The basic abstractions used by GGCL and me are identical: Iterators
and decorators/data accessors. Some of the differences are the syntax
which is not really a surprise. Other differences are details of these
abstractions which are IMO at least sometimes very important.
>I. Iterators & Graph Traversal
>------------------------------------
>
>First to address the differences in the interface for traversing
>through a graph with GGCL and with Dietmar's inteface... Dietmar,
>would you mind sharing what your current thinking is for your iterator
>interface?
That would be much easier if I were 100% clear about it: The problem
is that my current thinking in some sense goes a step back from where
I was coming. When I started doing this stuff I relatively soon kicked
out some kind of "graph object" which I have now reintroduced for
several reasons. But I'm not yet certain that it is really a good idea
although it solves at least some problems. Here are the details:
Node, edge, and incidence iterators are just forward iterators without
'operator*()'. That is, if 'it', 'it1', and 'it2' are one of these
iterators of type
'It', the following expressions are valid:
It it // default construction (value never used by algorithm)

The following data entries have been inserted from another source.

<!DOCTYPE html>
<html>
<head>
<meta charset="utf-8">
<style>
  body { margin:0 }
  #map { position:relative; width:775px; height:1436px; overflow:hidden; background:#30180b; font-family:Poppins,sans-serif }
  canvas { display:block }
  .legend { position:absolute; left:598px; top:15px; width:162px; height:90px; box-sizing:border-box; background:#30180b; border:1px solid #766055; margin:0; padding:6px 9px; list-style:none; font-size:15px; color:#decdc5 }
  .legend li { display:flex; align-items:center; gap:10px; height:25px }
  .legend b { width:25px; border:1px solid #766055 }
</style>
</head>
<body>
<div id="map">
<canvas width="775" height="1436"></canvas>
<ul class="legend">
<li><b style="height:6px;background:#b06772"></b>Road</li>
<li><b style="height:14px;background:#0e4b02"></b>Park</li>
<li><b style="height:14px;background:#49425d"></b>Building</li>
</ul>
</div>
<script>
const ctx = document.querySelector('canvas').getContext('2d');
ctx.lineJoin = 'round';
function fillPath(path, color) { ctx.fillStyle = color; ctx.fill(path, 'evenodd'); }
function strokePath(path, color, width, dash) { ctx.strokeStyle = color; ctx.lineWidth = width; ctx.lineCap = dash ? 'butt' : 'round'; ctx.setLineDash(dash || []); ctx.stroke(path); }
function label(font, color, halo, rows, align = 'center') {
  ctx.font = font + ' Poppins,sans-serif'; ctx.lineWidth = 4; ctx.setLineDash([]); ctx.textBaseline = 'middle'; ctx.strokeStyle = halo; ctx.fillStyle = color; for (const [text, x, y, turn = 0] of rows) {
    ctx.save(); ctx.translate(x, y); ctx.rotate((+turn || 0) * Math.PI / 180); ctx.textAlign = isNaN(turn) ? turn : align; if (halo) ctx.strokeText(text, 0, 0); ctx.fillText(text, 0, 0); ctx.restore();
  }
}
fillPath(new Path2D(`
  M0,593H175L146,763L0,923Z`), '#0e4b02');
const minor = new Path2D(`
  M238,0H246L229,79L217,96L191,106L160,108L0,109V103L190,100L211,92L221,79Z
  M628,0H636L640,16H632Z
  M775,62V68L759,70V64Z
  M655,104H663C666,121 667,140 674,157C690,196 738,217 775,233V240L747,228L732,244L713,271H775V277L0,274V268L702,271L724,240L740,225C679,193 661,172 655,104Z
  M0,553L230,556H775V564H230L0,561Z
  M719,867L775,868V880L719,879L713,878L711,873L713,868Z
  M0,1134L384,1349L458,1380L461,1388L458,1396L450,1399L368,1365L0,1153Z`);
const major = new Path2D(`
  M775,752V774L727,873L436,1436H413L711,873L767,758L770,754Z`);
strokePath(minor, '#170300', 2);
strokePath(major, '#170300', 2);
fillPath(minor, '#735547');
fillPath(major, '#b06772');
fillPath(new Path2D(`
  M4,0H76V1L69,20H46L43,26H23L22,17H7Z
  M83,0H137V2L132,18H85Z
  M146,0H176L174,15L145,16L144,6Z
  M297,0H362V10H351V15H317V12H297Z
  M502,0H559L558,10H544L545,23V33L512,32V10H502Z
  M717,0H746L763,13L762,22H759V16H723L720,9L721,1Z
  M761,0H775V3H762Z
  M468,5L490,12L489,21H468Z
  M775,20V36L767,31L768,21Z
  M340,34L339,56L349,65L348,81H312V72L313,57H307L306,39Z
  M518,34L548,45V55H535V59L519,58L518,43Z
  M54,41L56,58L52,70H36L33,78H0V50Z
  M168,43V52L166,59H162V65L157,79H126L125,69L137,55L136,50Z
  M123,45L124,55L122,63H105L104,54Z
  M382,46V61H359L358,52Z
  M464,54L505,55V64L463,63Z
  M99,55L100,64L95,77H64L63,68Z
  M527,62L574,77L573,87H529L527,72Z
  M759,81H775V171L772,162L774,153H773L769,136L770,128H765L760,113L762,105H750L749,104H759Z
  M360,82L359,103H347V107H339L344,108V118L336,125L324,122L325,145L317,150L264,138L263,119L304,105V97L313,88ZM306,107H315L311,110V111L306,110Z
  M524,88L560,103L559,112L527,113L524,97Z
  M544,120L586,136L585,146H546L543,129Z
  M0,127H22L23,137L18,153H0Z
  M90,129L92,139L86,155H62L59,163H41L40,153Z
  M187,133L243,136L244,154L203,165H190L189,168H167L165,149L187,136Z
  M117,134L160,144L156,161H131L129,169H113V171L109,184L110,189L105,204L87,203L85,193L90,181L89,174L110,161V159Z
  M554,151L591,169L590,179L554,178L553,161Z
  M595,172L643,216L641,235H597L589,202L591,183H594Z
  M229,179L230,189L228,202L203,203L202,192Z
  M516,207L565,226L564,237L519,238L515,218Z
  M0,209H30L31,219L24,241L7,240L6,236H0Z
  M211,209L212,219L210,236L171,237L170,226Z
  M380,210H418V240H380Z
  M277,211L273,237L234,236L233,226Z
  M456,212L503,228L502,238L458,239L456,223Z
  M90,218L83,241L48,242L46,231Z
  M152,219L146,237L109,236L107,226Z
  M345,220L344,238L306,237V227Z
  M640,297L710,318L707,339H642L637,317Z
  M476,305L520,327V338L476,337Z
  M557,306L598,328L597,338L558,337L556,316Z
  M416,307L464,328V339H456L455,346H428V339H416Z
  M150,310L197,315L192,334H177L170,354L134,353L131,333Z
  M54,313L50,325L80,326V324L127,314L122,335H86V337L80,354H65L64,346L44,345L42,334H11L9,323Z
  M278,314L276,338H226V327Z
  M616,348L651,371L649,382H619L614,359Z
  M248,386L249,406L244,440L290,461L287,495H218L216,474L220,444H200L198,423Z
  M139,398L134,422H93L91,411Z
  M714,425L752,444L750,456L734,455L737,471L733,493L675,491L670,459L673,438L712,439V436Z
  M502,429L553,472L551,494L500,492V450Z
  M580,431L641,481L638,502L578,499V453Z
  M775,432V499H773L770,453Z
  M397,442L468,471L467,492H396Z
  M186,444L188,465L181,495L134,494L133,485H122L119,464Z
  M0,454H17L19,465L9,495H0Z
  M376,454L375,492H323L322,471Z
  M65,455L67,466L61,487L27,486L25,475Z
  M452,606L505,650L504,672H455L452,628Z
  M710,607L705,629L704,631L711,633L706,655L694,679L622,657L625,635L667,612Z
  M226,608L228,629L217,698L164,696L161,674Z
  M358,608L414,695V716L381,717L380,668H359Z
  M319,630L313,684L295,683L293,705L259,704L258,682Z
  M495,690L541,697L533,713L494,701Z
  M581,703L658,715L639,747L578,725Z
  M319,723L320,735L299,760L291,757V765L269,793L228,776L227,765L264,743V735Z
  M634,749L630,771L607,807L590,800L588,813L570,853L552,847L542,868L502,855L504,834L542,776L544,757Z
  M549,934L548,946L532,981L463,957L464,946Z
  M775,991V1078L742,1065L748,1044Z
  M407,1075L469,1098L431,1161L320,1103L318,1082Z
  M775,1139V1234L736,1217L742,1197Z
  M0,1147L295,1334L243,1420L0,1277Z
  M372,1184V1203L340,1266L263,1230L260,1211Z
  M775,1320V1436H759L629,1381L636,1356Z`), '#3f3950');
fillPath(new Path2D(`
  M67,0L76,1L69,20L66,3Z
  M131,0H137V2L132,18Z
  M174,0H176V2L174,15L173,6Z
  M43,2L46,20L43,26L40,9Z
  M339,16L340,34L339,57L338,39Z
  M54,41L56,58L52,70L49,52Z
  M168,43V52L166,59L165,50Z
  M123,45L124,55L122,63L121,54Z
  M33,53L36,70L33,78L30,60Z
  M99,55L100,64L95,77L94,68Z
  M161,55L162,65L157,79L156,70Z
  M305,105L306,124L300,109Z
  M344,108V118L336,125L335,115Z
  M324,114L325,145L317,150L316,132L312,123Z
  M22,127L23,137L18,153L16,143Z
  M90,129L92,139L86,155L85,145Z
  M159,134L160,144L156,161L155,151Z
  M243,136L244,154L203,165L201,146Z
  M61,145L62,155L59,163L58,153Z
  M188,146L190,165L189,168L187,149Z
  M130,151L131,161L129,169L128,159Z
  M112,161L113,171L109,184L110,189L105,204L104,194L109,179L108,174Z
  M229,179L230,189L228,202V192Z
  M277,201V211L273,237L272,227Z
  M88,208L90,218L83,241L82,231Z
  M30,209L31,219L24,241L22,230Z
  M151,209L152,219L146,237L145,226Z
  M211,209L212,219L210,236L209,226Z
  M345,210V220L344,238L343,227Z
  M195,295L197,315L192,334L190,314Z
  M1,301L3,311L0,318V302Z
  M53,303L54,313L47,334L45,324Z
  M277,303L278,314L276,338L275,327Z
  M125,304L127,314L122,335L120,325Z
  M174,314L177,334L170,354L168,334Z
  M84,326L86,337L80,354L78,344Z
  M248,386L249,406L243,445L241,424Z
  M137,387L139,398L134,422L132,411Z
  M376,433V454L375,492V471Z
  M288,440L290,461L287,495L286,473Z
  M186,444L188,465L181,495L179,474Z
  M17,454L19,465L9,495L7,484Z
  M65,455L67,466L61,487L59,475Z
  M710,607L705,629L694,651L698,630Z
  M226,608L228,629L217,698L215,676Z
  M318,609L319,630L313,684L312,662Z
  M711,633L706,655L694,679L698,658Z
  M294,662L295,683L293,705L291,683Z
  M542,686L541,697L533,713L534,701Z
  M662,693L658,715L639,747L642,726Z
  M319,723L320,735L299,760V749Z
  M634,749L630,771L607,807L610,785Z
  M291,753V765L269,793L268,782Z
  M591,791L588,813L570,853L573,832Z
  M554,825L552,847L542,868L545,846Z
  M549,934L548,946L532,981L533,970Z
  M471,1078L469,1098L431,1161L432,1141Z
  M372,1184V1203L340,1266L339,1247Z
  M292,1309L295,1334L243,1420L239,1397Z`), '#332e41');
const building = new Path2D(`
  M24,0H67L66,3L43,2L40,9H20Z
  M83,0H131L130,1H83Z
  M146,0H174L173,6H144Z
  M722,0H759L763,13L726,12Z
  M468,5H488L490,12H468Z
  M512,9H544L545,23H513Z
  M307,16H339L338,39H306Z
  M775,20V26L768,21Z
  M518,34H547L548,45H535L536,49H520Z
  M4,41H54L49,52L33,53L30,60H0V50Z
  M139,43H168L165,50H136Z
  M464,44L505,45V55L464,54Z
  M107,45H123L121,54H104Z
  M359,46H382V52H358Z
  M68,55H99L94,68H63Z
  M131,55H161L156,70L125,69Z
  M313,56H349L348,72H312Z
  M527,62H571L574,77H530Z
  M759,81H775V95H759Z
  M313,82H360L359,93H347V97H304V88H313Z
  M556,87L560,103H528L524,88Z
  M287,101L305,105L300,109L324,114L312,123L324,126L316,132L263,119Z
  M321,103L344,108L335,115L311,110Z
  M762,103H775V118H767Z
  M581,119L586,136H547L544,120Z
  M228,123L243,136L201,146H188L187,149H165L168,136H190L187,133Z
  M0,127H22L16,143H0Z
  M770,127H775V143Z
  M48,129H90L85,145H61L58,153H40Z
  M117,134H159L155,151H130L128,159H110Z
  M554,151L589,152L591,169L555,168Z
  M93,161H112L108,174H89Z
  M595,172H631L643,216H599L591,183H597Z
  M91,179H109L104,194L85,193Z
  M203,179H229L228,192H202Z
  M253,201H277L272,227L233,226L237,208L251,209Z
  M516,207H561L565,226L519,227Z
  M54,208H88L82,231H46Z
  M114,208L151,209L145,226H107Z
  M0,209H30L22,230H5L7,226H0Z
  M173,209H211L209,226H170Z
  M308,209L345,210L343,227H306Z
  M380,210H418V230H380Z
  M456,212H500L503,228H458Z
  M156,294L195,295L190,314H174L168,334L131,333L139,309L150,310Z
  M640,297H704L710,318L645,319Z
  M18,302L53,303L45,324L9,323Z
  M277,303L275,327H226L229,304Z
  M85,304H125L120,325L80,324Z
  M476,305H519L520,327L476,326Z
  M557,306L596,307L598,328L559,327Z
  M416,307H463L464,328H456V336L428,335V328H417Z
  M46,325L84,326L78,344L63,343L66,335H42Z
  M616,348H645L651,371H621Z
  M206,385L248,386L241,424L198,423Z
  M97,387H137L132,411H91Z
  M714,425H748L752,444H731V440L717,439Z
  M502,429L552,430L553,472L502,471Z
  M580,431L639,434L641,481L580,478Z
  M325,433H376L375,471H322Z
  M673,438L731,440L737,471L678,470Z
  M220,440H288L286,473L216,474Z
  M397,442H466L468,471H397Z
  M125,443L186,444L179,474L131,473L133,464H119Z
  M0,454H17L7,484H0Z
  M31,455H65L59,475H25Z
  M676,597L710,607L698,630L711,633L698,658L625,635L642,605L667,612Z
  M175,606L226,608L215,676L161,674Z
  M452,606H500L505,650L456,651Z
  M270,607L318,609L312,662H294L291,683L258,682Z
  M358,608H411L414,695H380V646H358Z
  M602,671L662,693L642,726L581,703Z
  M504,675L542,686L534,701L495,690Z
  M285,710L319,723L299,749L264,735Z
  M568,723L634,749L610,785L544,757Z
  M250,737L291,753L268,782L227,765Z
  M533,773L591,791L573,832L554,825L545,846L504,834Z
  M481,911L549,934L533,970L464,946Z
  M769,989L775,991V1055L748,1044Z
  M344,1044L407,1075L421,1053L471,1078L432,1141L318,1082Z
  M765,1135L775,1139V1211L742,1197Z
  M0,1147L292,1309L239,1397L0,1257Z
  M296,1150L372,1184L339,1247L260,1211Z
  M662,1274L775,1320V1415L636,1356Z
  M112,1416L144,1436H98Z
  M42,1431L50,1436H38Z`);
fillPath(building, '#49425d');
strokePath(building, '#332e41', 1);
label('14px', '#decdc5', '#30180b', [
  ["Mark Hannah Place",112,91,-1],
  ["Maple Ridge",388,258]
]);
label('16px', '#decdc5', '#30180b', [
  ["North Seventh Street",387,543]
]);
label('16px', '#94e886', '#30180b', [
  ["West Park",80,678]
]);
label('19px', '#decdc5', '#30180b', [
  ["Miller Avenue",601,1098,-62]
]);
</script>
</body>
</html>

It it2(it1) // copy construction
it2 = it1 // copy assignment
it1 == it2 // test whether the same object is identified
it1 != it2 // test whether different objects are identified
++it // advance to the next element
it++ // advance to the next element but return the current one
Basically this means that you can move any of these iterators and copy
them. All of these operations are also present in input iterators. Thus,
it is important to note that it is permittable to save copies of iterators
for later use: Unlike for input iterators, the value does not change
because a different iterator is advanced.
This is different from the interface I used in other published material
where I used a rather different interface at least for adjacency iterators
which became renamed to match their real use. The most notable
change is the removal of the 'cur_adj()' function. This change is mostly
due to the discussion with Alexander Stepanov where he basically
convinced me that the STL interface makes sense for incidence lists,
too. The biggest problem I had with the STL interface, namely where
to get the end iterator from without storing two iterators (eg. if an
iterator is stored in some form of priority queue) is now addressed by
the "graph object". Before discussing this I will briefly discuss the
ommission of 'operator*()' from this iterator interface.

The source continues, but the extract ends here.